Spark Streaming with Kafka is becoming so common in data pipelines these days, it’s difficult to find one without the other. This tutorial will present an example of streaming Kafka from Spark. In this example, we’ll be feeding weather data into Kafka and then processing this data from Spark Streaming in Scala. As the data is processed, we will save the results to Cassandra.
Before we dive into the example, let’s look at little background on Spark Kafka integration because there are multiple ways to integrate and it may be confusing.
Kafka and Spark Background
There are the two ways to use Spark Streaming with Kafka: Receiver and Direct. The receiver option is similar to other unreliable sources such text files and socket. Similar to these receivers, data received from Kafka is stored in Spark executors and processed by jobs launched by Spark Streaming context.
This approach can lose data under failures, so it’s recommended to enable Write Ahead Logs (WAL) in Spark Streaming (introduced in Spark 1.2). WAL synchronously saves all the received Kafka data into logs on a distributed file system (e.g HDFS, S3, DSEFS), so that all data can be recovered on possible failure. Another way of saying this is duplication. We duplicate the data in order to be resilient. If you do not like the sound of this then, please keep reading.
In our example, we want zero-data loss, but not the overhead of write ahead logs. We are going to go with an approach referred to as “Direct”.
Direct Spark Streaming from Kafka was introduced in Spark 1.3.
This approach periodically queries Kafka for the latest offsets in each topic + partition and subsequently defines the offset ranges to process in each batch.
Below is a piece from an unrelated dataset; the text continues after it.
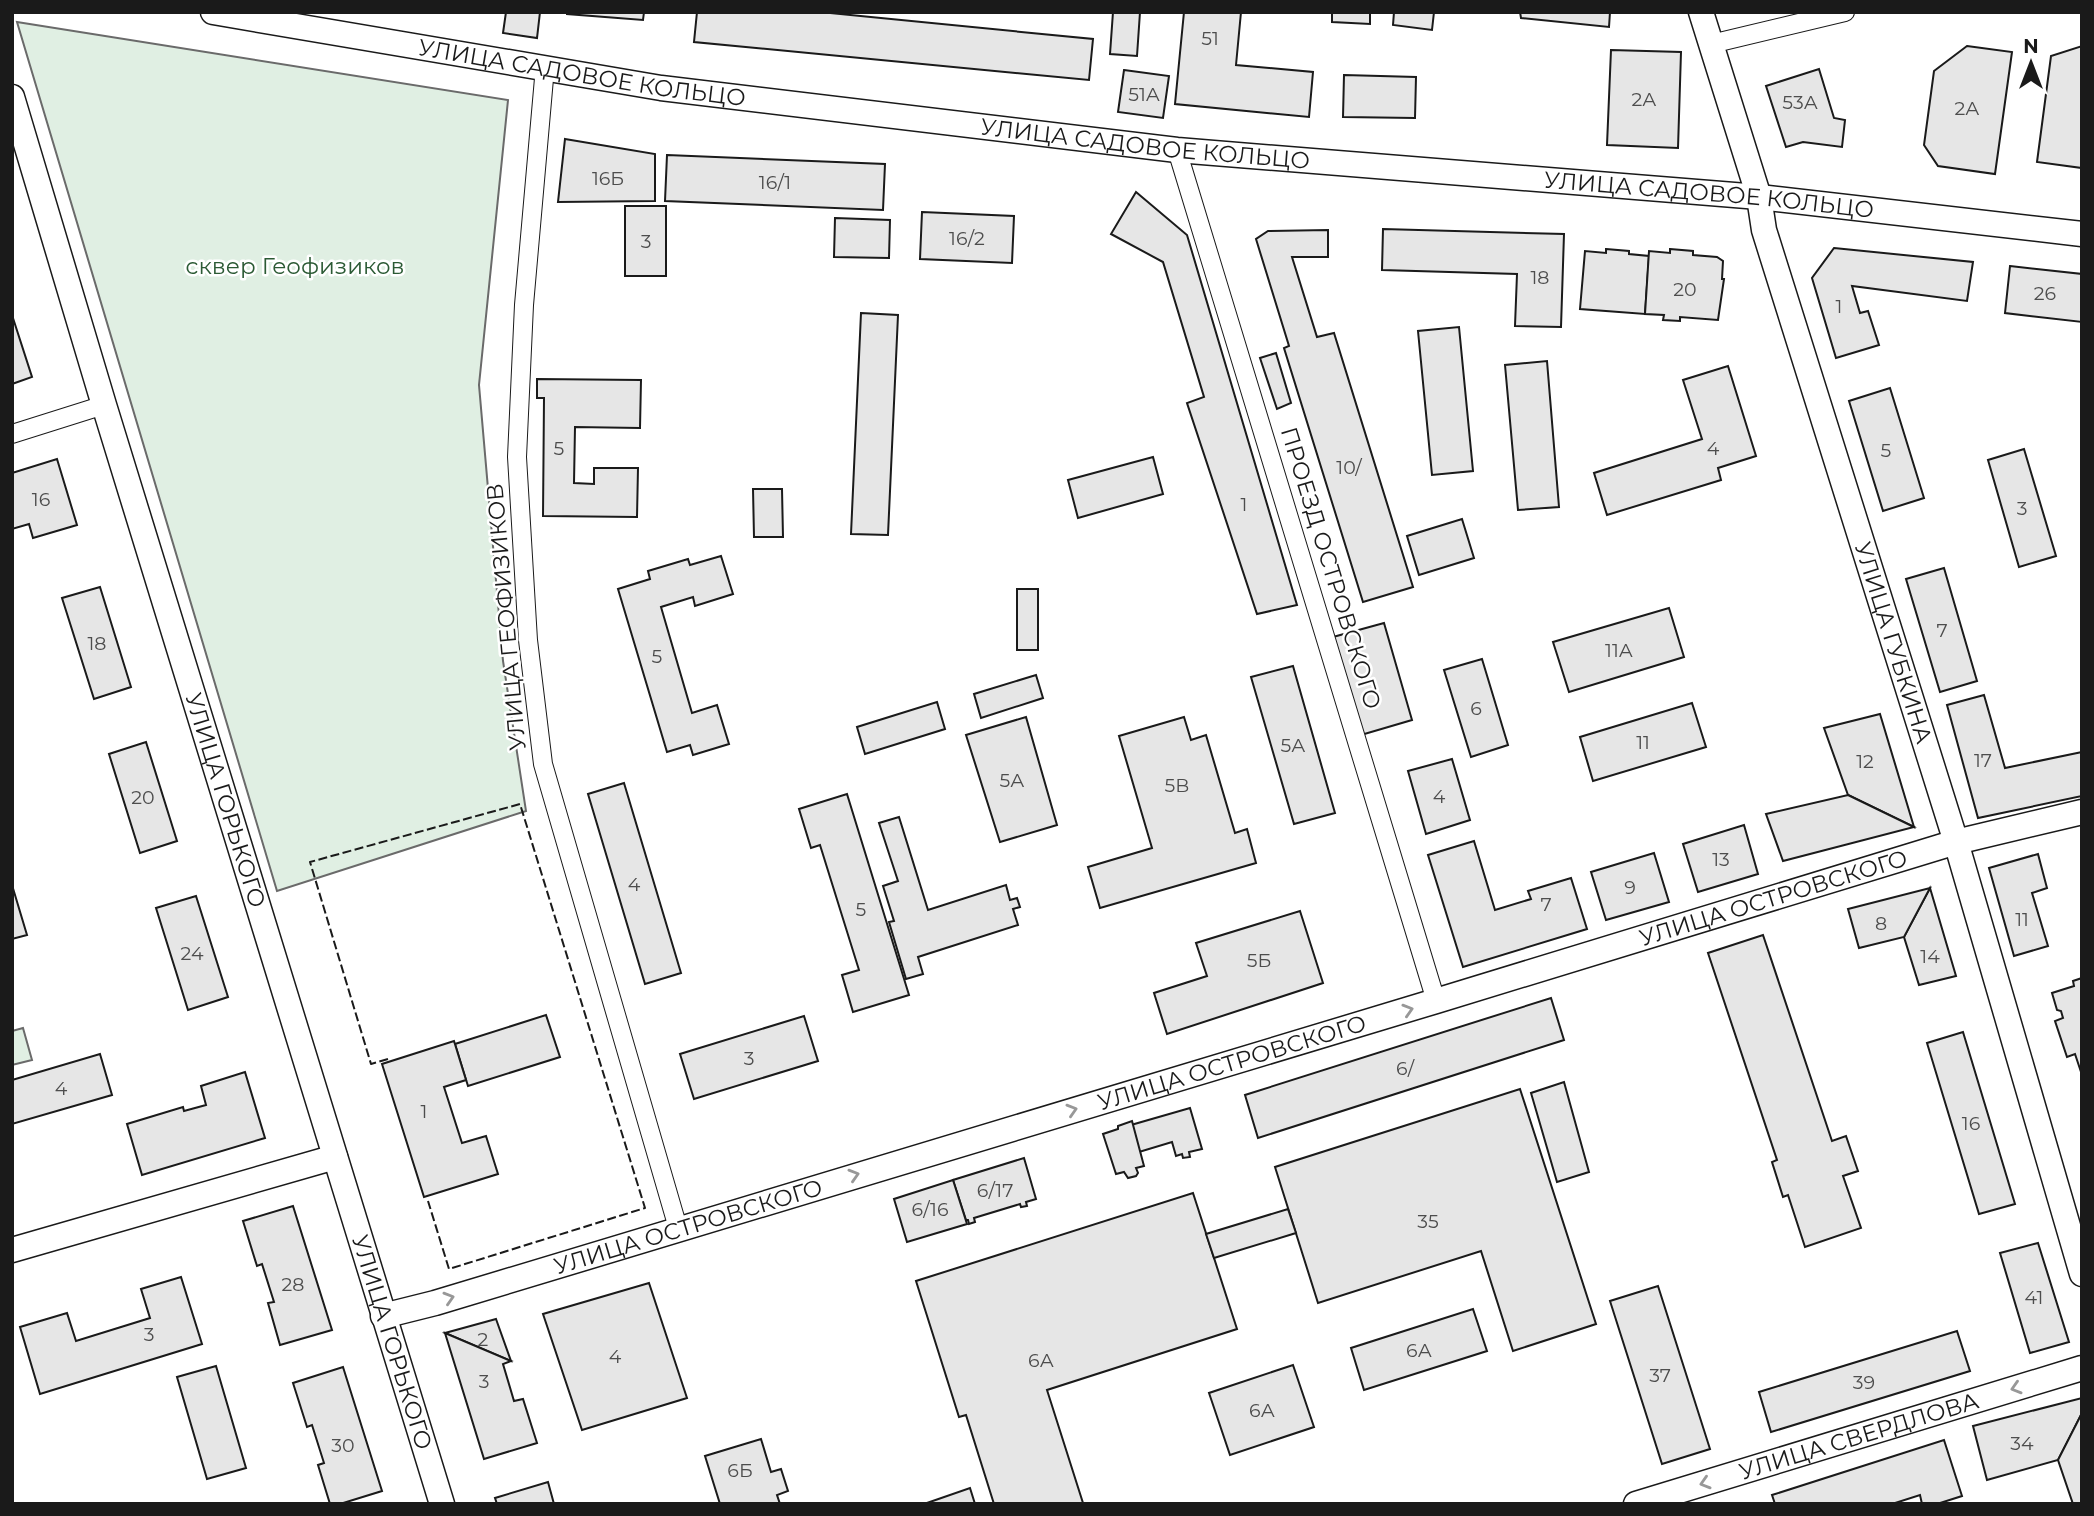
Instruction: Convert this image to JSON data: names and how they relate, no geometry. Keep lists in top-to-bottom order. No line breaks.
{"streets":{"street":["УЛИЦА САДОВОЕ КОЛЬЦО","ПРОЕЗД ОСТРОВСКОГО","УЛИЦА ГЕОФИЗИКОВ","УЛИЦА ГУБКИНА","УЛИЦА ГОРЬКОГО","УЛИЦА ОСТРОВСКОГО","УЛИЦА СВЕРДЛОВА"]},"crossings":[["УЛИЦА САДОВОЕ КОЛЬЦО","ПРОЕЗД ОСТРОВСКОГО"],["УЛИЦА САДОВОЕ КОЛЬЦО","УЛИЦА ГЕОФИЗИКОВ"],["УЛИЦА САДОВОЕ КОЛЬЦО","УЛИЦА ГУБКИНА"],["ПРОЕЗД ОСТРОВСКОГО","УЛИЦА ОСТРОВСКОГО"],["УЛИЦА ГЕОФИЗИКОВ","УЛИЦА ОСТРОВСКОГО"],["УЛИЦА ГУБКИНА","УЛИЦА ОСТРОВСКОГО"],["УЛИЦА ГОРЬКОГО","УЛИЦА ОСТРОВСКОГО"]],"one_way":["УЛИЦА ОСТРОВСКОГО","УЛИЦА СВЕРДЛОВА"],"parks":["cквер Геофизиков"],"house_numbers":["51","51А","2А","53А","2А","16Б","16/1","16/2","3","18","20","26","1","5","4","5","10/","16","1","3","7","18","11А","5","6","11","5А","17","12","5А","5В","4","20","13","4","9","7","5","11","8","24","14","5Б","3","6/","4","1","16","6/17","6/16","35","28","41","3","2","6А","4","6А","37","3","39","6А","34","30","6Б"],"north":"top"}
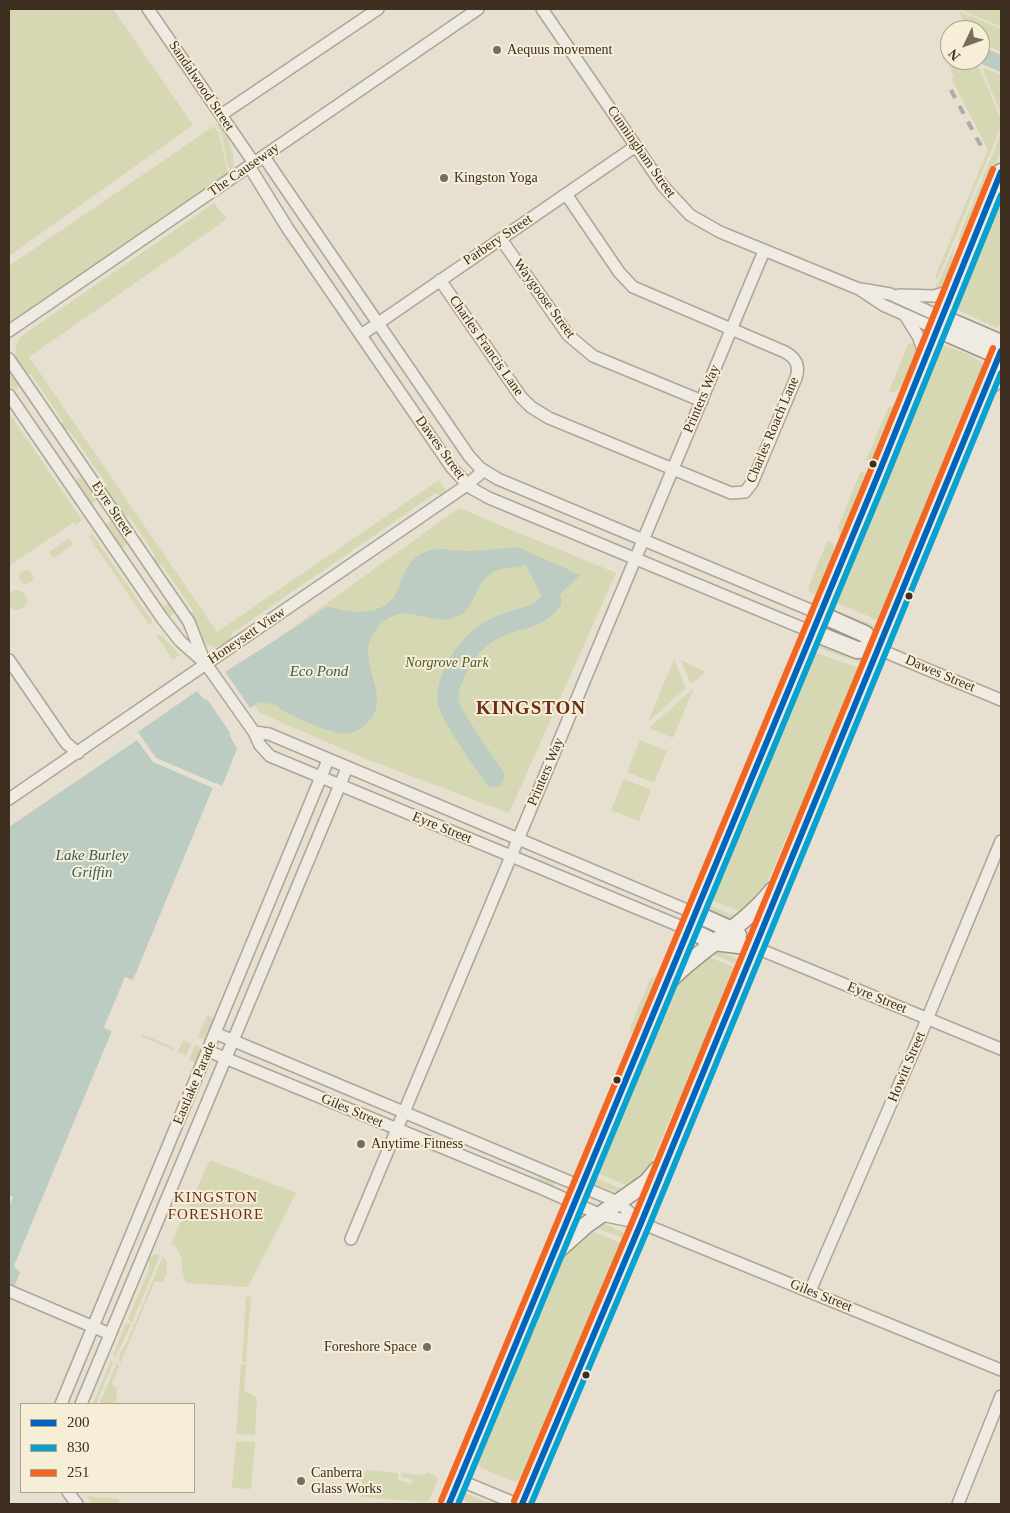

This approach has the following advantages:
- Parallelism: No need to create multiple input Kafka streams and union them as was often done with the Receiver approach.
- Efficiency: No need for Write Ahead Log (WAL) which was caused processing overhead and duplication. As long as you have sufficient retention time windows in Kafka, the messages from Spark Streaming can be recovered from Kafka.
- Exactly-once semantics: We use Kafka API and not Zookeeper. Offsets are tracked within Spark Streaming checkpoints (if enabled).
Even with these three advantages, you might be wondering if there are any disadvantages with the Kafka direct approach? Well, yes, there is one.
Because the direct approach does not update offsets in Zookeeper, Kafka monitoring tools based on Zookeeper will not show progress. As a possible workaround, you can access the offsets processed by this approach in each batch and update Zookeeper yourself.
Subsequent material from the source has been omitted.